By Breanna Fields
What was planned as a typical family vacation in Los Cabos turned into something else entirely.
At the time, eight-year-old Eileen Roux (now eleven) and her parents had no idea that her health would decline rapidly within the next 24-hours. After becoming ill, she was taken back to a hotel room to lay in bed and rest while she was closely monitored by her parents. Her father, Richard Roux, admits that it was a stressful period of time filled with uncertainty.
“We thought we were going to loose her,” said Richard Roux.
It all happened December 29, 2009 — hours were spent trying to figure out what was wrong as her health continued to deteriorate. She began dragging her feet and slurring her words, which immediately prompted her father to call the hotel staff. Five minutes later he reached a doctor over the phone, but by that time Eileen had slipped into a coma.
As time passed it became clear that type 1 diabetes was the cause of her illness. The symptoms were there, although the peculiar “fruit smell” that Richard went on to describe may not have been recognized had Dr. Raul Rivas not been a diabetes specialist.
“He [Rivas] said he could smell a fruity smell in the room because she was in DKA (diabetic ketoacidosis). Basically, the body is not producing insulin anymore so it's burning up the fat in order to try to keep the body energized,” said Richard Roux.

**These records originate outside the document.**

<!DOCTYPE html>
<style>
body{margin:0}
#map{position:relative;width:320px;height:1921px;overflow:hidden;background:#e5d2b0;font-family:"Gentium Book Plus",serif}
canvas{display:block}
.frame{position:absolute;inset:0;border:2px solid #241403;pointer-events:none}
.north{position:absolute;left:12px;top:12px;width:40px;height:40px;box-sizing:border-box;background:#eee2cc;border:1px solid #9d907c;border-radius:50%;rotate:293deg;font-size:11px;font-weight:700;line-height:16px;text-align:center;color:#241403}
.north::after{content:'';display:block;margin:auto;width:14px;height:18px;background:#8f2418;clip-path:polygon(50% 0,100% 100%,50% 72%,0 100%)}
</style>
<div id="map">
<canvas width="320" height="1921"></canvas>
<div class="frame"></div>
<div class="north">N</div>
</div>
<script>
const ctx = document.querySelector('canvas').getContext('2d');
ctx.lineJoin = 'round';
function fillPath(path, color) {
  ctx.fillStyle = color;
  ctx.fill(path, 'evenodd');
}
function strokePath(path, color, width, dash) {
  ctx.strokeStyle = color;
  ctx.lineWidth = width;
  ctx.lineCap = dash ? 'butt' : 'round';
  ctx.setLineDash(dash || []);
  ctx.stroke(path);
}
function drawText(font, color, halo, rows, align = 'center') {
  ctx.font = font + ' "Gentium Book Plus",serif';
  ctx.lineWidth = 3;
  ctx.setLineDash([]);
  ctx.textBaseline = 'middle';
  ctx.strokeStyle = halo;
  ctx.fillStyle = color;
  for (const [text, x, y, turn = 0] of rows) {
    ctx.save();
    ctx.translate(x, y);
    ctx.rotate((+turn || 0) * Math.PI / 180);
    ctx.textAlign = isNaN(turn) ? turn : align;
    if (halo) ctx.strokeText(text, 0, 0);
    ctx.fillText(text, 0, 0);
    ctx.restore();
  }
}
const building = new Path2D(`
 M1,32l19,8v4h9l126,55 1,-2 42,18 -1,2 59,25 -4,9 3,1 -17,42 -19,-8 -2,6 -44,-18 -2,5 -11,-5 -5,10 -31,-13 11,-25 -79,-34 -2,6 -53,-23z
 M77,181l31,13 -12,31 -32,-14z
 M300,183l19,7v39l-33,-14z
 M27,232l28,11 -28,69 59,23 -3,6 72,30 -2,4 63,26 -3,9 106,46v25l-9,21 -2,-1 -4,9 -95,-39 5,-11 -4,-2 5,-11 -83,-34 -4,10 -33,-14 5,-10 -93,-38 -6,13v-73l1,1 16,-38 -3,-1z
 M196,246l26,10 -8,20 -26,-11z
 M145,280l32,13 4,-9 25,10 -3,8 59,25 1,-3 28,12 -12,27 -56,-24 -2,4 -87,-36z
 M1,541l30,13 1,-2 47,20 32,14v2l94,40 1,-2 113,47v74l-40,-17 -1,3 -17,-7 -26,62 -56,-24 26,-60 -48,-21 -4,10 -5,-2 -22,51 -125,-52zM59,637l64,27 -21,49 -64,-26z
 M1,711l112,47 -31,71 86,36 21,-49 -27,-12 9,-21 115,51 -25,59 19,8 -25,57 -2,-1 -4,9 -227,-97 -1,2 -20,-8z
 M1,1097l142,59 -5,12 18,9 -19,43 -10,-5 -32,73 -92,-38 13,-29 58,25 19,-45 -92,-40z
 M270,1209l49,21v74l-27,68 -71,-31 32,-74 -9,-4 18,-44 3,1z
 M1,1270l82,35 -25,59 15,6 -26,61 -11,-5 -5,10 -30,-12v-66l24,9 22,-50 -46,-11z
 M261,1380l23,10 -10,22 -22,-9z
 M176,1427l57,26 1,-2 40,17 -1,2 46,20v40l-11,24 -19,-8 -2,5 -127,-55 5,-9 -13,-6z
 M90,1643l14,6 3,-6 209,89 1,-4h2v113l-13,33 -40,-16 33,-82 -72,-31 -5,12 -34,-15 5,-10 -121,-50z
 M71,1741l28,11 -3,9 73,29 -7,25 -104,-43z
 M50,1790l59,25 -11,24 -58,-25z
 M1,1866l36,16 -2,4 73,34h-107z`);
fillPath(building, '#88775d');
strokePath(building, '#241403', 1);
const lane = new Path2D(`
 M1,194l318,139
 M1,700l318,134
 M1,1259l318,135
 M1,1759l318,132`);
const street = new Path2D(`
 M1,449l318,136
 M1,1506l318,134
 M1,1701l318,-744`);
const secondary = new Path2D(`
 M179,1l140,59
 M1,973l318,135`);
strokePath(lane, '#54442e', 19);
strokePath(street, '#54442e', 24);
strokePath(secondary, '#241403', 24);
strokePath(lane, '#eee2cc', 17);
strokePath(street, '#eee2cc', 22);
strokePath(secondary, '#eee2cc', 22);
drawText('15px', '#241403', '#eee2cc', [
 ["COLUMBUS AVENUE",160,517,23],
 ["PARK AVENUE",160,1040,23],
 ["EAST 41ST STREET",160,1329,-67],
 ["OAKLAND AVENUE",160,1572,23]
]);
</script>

As the night wore on an ambulance rushed her to the nearest hopital where they began to stabilize her. In order to get the best medical care and attention she was flown back to San Diego from Baja, Calif. on a Life Flight. Almost instinctively, Eileen woke from the coma when they touched down in San Diego.
“They told us they're going to do what they could to try and save her, but normally a person's blood sugar level is between 80 and 120 and hers was at 1,057. The doctor said that her organs were stressed and possibily shutting down,” said Richard Roux.
Fortunately, she was cared for in time and the doctors managed to stabilize her blood glucose level.
“We thought we were going to loose her. She's our only child; so obviously we were just very grateful,” said Richard Roux.
Since she was first diagnosed back in 2009, Eileen has gone on to a live a healthy and normal childhood as a student at Downtown Elementary. She does, however, have to check her insulin levels on a daily basis.
“I have to test my blood sugar everyday before meals and whenever I feel dizzy or dehydrated. I have to give myself insulin everytime after I eat and I have the pump. It gives me insulin and it acts like a pancreas, so I don't have to get shots everyday, but every three days I do,” said Eileen Roux.
There is a common misconception between type one and two diabetes. Eileen and Richard Roux wanted to set the record straight: Type one diabetes (also known as juvenile diabetes) is caused by the body not producing enough insulin. Type two diabetes, on the other hand, is a result of being unfit and often times overweight.
In an effort to share her story and inspire youth, she has created a Facebook page called “Stand Up To Type 1 Diabetes” to promote awareness. Eileen will also be participating in the Juvenile Diabetes Research Foundation at Yokuts Park on Novem- ber 3. Her team, Eileen's Electric Youth has raised $300 so far, but hope to reach $2,000 to donate to JDRF.
“It [diabetes] hasn't held her back from doing anything she wants, which is great,” said Richard Roux. “We've just got to be more careful and plan things out.”